Information:
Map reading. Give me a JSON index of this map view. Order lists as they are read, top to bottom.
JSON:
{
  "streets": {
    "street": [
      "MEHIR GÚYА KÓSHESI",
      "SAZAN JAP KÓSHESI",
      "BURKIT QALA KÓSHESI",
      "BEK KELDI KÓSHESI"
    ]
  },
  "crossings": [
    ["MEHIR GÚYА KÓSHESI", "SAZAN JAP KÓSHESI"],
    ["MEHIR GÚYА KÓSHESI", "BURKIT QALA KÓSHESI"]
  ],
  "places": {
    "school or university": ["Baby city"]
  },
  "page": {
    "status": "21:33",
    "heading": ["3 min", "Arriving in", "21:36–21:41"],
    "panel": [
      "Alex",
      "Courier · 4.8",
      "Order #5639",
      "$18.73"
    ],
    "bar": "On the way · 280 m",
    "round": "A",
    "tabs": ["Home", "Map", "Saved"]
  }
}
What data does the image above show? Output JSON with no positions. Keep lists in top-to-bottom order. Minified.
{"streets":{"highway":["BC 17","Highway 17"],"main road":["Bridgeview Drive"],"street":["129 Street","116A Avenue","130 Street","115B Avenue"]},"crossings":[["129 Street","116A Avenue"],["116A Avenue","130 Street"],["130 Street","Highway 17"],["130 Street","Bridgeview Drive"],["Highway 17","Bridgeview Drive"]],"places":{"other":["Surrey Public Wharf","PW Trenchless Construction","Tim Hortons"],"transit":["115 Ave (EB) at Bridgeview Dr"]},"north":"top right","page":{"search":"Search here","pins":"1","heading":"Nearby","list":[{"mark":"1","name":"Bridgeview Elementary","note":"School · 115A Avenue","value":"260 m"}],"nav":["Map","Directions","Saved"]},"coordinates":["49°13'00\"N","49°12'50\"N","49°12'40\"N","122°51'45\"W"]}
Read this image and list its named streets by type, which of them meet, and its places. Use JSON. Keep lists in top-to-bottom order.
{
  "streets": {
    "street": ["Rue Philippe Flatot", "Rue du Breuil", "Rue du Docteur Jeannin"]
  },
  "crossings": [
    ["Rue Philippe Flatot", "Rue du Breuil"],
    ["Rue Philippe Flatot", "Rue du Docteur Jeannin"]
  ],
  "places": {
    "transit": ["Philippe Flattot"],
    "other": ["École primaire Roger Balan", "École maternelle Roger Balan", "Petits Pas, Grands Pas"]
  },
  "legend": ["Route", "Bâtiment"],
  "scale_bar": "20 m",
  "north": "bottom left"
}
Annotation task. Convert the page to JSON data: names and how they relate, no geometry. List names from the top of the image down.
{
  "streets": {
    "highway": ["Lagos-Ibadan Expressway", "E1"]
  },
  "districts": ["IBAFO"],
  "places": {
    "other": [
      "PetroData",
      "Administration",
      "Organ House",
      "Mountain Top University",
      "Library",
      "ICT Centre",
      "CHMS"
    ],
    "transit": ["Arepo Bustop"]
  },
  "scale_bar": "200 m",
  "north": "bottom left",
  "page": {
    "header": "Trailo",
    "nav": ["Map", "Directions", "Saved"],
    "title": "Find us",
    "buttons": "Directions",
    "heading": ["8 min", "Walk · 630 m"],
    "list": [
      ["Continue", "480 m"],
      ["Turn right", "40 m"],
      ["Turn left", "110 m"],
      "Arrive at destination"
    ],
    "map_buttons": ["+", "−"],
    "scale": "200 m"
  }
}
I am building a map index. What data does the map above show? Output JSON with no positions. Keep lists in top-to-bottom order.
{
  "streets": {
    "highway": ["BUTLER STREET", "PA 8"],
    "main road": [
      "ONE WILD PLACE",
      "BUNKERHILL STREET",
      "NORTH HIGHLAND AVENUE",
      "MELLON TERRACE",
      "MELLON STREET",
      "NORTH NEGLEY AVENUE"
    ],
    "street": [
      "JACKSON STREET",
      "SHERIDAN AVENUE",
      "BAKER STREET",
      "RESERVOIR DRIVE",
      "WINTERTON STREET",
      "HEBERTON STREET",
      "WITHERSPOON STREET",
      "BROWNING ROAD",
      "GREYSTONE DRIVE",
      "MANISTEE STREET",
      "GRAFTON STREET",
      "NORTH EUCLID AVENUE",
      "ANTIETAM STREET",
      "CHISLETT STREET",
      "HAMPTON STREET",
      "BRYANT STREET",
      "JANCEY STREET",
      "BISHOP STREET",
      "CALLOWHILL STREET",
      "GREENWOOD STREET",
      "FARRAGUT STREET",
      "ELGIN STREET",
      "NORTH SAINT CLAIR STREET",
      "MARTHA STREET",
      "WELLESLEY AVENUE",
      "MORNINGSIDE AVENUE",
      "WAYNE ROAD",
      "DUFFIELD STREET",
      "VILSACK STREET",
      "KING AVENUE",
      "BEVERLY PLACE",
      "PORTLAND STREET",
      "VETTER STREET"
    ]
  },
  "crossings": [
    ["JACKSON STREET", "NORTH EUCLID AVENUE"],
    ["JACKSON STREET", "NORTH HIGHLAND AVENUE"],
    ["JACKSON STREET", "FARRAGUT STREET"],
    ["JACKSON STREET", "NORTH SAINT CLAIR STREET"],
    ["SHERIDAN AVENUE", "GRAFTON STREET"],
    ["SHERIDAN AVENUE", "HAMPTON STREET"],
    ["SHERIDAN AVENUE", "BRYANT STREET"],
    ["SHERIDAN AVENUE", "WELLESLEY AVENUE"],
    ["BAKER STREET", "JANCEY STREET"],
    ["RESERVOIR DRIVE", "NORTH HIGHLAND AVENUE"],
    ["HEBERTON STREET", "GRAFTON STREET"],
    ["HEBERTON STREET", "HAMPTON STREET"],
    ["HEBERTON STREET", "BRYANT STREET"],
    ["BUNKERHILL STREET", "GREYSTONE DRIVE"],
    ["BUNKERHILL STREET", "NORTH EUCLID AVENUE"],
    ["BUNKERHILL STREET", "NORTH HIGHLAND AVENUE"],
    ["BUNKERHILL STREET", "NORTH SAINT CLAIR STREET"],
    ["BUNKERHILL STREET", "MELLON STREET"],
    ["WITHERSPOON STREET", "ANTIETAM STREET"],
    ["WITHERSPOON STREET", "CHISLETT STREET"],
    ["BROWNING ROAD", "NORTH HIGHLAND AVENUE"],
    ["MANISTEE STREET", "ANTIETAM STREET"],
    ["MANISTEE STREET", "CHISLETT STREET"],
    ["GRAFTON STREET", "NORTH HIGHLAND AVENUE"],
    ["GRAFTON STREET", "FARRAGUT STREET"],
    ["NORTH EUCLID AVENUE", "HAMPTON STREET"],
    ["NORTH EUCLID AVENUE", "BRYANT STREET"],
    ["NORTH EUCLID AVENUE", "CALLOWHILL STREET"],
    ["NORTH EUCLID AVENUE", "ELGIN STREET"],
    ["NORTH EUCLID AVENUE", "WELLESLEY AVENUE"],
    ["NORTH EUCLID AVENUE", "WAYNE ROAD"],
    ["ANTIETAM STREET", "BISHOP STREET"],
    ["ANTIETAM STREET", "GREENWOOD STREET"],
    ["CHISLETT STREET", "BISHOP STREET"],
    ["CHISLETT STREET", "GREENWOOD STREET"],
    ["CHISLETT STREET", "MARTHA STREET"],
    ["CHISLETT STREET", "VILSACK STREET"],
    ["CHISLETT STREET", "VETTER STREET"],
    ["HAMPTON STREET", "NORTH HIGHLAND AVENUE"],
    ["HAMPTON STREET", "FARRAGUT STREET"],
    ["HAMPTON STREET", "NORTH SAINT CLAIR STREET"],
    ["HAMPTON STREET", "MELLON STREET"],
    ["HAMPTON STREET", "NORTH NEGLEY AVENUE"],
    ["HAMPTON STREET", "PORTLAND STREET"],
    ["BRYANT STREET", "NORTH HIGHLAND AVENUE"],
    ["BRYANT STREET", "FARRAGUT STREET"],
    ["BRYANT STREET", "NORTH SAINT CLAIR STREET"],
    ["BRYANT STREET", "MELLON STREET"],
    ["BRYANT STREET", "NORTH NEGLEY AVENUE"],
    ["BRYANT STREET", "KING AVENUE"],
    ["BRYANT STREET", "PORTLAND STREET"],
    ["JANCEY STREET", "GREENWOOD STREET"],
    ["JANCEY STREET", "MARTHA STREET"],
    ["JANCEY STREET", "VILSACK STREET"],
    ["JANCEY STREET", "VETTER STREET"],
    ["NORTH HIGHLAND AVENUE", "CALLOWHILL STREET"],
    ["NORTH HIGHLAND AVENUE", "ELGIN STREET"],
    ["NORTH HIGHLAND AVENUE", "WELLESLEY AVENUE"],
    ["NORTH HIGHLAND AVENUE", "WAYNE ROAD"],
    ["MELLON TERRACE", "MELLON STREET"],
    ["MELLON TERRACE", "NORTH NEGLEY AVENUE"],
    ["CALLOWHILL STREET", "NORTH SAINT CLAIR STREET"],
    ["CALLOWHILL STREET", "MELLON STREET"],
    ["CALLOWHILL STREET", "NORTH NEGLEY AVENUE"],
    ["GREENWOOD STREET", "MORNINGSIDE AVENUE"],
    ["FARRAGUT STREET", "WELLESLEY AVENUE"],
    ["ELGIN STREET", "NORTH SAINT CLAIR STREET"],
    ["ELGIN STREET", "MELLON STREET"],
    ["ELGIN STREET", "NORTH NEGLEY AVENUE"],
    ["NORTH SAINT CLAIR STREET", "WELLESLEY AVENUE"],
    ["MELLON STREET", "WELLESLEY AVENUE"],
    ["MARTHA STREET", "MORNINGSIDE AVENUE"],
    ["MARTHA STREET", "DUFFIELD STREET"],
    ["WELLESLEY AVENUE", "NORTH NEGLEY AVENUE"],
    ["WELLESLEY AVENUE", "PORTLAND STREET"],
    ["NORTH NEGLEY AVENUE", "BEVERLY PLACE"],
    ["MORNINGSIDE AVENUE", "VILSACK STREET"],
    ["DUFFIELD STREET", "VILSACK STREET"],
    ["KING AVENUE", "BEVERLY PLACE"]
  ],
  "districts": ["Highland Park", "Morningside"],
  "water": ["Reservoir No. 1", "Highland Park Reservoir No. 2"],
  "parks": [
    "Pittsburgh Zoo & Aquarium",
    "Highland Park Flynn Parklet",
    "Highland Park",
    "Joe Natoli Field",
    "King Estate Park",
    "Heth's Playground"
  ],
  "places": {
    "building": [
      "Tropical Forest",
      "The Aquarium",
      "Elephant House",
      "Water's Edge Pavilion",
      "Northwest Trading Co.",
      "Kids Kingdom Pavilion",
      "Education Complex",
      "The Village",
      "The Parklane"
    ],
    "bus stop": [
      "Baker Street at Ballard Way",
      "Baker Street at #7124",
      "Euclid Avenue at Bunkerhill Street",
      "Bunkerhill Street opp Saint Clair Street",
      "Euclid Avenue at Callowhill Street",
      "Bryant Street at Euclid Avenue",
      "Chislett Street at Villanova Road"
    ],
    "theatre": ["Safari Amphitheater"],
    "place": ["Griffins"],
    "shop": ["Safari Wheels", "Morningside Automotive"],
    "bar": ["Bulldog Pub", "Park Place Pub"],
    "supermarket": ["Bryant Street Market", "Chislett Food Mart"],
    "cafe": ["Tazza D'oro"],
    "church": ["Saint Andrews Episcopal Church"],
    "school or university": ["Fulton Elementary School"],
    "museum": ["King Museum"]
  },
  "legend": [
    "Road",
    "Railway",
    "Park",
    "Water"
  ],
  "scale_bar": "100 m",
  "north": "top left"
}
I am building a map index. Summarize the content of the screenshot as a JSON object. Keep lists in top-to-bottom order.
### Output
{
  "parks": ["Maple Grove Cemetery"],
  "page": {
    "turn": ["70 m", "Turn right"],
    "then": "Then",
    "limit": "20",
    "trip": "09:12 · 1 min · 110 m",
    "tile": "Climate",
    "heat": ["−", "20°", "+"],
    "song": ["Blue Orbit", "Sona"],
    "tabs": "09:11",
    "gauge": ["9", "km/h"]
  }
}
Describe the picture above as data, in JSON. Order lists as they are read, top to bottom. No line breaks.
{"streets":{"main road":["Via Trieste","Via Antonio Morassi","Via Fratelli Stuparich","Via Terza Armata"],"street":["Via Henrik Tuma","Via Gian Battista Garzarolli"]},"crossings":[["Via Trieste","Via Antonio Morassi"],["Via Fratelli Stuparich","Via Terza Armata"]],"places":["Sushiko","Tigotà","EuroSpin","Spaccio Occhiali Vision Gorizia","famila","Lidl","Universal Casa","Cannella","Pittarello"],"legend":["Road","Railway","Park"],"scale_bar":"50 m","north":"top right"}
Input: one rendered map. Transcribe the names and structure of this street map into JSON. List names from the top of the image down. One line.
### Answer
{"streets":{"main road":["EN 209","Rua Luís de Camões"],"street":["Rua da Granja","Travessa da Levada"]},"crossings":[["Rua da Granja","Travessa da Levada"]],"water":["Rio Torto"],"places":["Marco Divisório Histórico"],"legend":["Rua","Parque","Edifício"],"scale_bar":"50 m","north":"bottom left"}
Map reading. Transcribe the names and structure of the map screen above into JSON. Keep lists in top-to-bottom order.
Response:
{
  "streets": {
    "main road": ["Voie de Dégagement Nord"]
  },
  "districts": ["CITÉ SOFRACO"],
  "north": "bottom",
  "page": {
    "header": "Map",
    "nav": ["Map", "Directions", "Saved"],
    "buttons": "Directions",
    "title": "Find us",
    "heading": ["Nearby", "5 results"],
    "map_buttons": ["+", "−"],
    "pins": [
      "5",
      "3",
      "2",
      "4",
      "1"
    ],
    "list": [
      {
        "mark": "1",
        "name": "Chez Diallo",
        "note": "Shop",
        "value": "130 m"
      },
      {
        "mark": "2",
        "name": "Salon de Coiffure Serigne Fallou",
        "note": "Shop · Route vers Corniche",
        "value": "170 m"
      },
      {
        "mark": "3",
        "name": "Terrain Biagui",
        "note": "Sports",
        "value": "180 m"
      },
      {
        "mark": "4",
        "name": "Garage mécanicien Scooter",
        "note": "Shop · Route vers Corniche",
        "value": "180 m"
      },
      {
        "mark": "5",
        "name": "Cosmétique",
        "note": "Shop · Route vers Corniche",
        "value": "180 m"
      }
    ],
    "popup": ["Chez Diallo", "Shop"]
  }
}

Your task: Task for the records above: copy every line in which the word "NEGLEY" occurs.

Final answer:
      "NORTH NEGLEY AVENUE"
    ["HAMPTON STREET", "NORTH NEGLEY AVENUE"],
    ["BRYANT STREET", "NORTH NEGLEY AVENUE"],
    ["MELLON TERRACE", "NORTH NEGLEY AVENUE"],
    ["CALLOWHILL STREET", "NORTH NEGLEY AVENUE"],
    ["ELGIN STREET", "NORTH NEGLEY AVENUE"],
    ["WELLESLEY AVENUE", "NORTH NEGLEY AVENUE"],
    ["NORTH NEGLEY AVENUE", "BEVERLY PLACE"],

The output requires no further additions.